## THE TASK
Restate all of the following data exactly, keeping any images out of the copy.

## DATASET EXCERPT
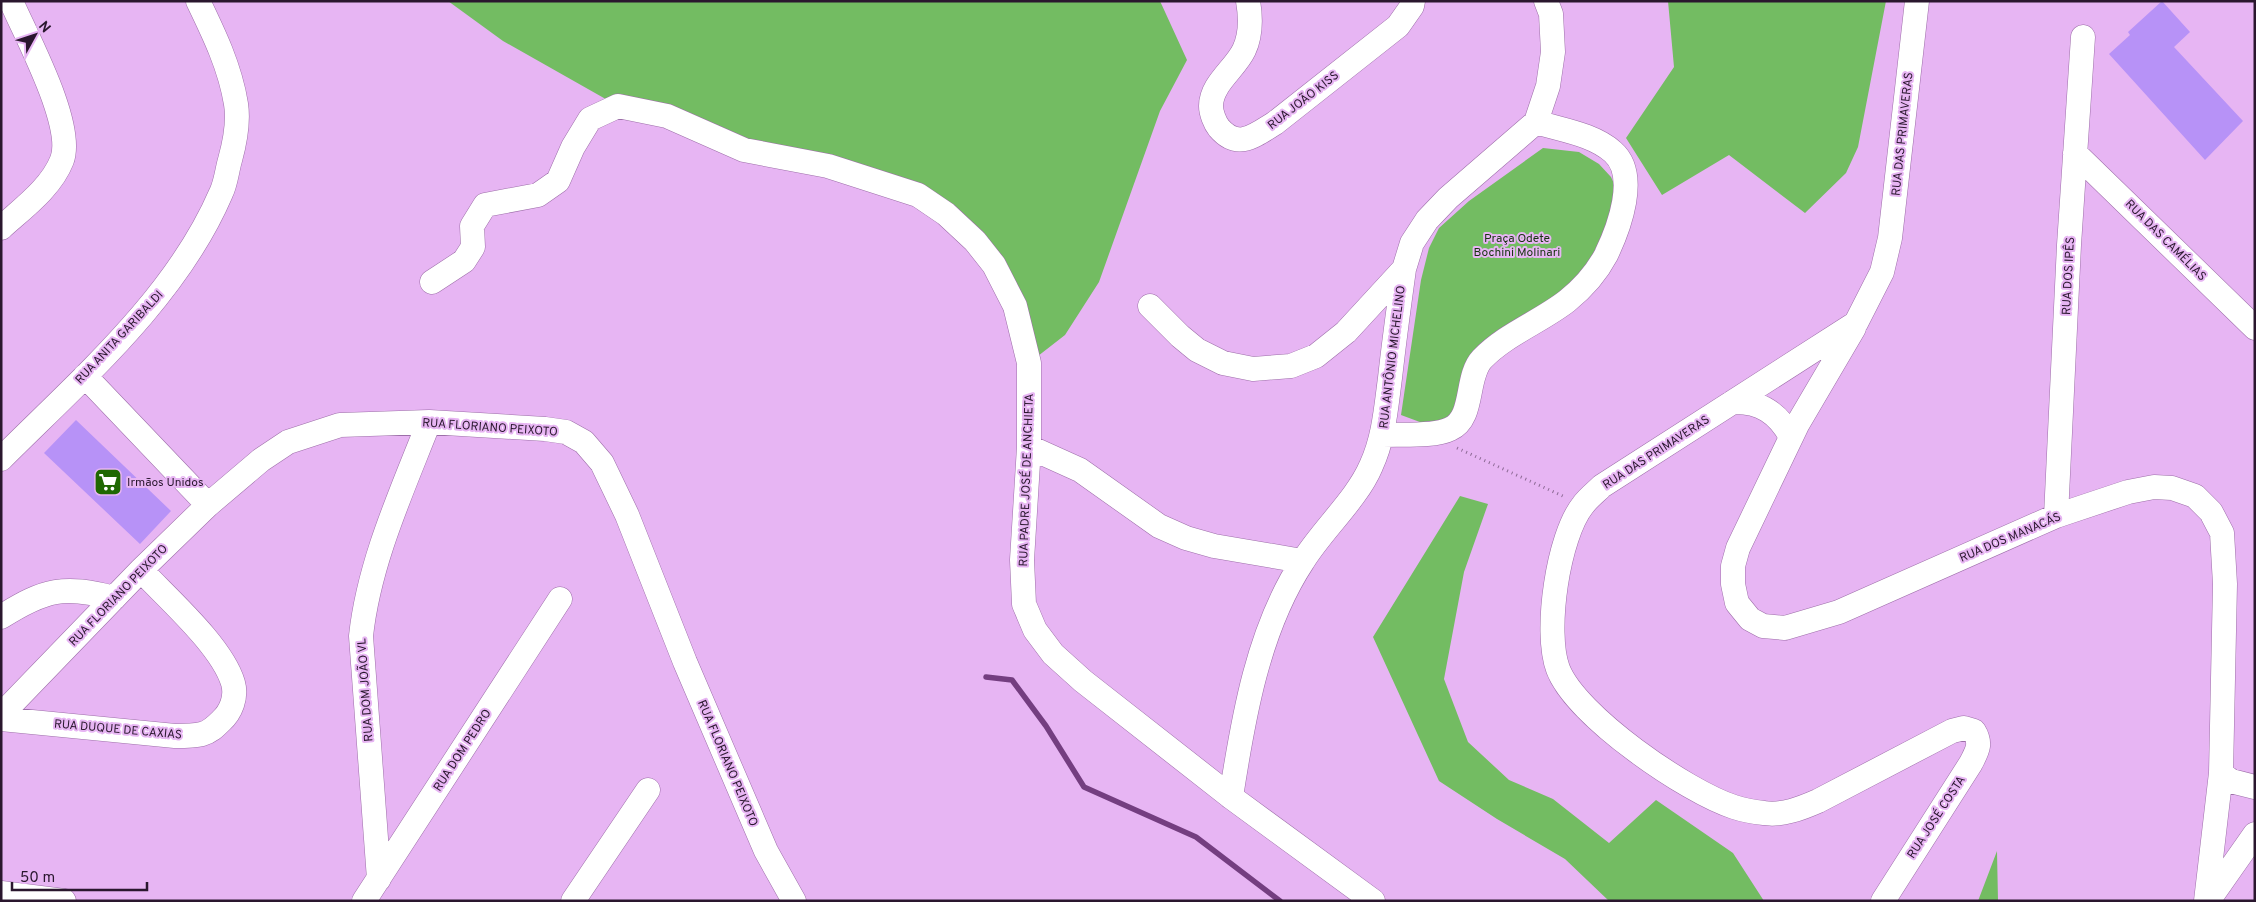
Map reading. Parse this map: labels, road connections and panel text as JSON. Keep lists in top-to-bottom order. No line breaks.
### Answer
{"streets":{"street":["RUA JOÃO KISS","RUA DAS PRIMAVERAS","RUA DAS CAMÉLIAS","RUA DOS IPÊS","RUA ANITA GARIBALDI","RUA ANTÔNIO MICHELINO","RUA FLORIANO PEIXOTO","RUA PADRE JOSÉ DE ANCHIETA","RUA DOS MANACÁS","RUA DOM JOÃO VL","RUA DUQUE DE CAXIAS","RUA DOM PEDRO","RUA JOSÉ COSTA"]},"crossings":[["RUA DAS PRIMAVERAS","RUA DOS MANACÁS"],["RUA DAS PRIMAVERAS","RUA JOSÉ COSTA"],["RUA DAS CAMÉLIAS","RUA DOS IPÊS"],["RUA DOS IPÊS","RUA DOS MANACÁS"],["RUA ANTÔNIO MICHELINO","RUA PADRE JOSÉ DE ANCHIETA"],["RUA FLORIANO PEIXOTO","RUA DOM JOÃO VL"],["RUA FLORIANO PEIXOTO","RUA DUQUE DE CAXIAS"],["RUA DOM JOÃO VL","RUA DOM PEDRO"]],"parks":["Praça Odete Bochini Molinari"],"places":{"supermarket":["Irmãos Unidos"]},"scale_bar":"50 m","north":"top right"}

## OUTPUT OF THE EXERCISE
Map reading. Parse this map: labels, road connections and panel text as JSON. Keep lists in top-to-bottom order. No line breaks.
### Answer
{"streets":{"street":["RUA JOÃO KISS","RUA DAS PRIMAVERAS","RUA DAS CAMÉLIAS","RUA DOS IPÊS","RUA ANITA GARIBALDI","RUA ANTÔNIO MICHELINO","RUA FLORIANO PEIXOTO","RUA PADRE JOSÉ DE ANCHIETA","RUA DOS MANACÁS","RUA DOM JOÃO VL","RUA DUQUE DE CAXIAS","RUA DOM PEDRO","RUA JOSÉ COSTA"]},"crossings":[["RUA DAS PRIMAVERAS","RUA DOS MANACÁS"],["RUA DAS PRIMAVERAS","RUA JOSÉ COSTA"],["RUA DAS CAMÉLIAS","RUA DOS IPÊS"],["RUA DOS IPÊS","RUA DOS MANACÁS"],["RUA ANTÔNIO MICHELINO","RUA PADRE JOSÉ DE ANCHIETA"],["RUA FLORIANO PEIXOTO","RUA DOM JOÃO VL"],["RUA FLORIANO PEIXOTO","RUA DUQUE DE CAXIAS"],["RUA DOM JOÃO VL","RUA DOM PEDRO"]],"parks":["Praça Odete Bochini Molinari"],"places":{"supermarket":["Irmãos Unidos"]},"scale_bar":"50 m","north":"top right"}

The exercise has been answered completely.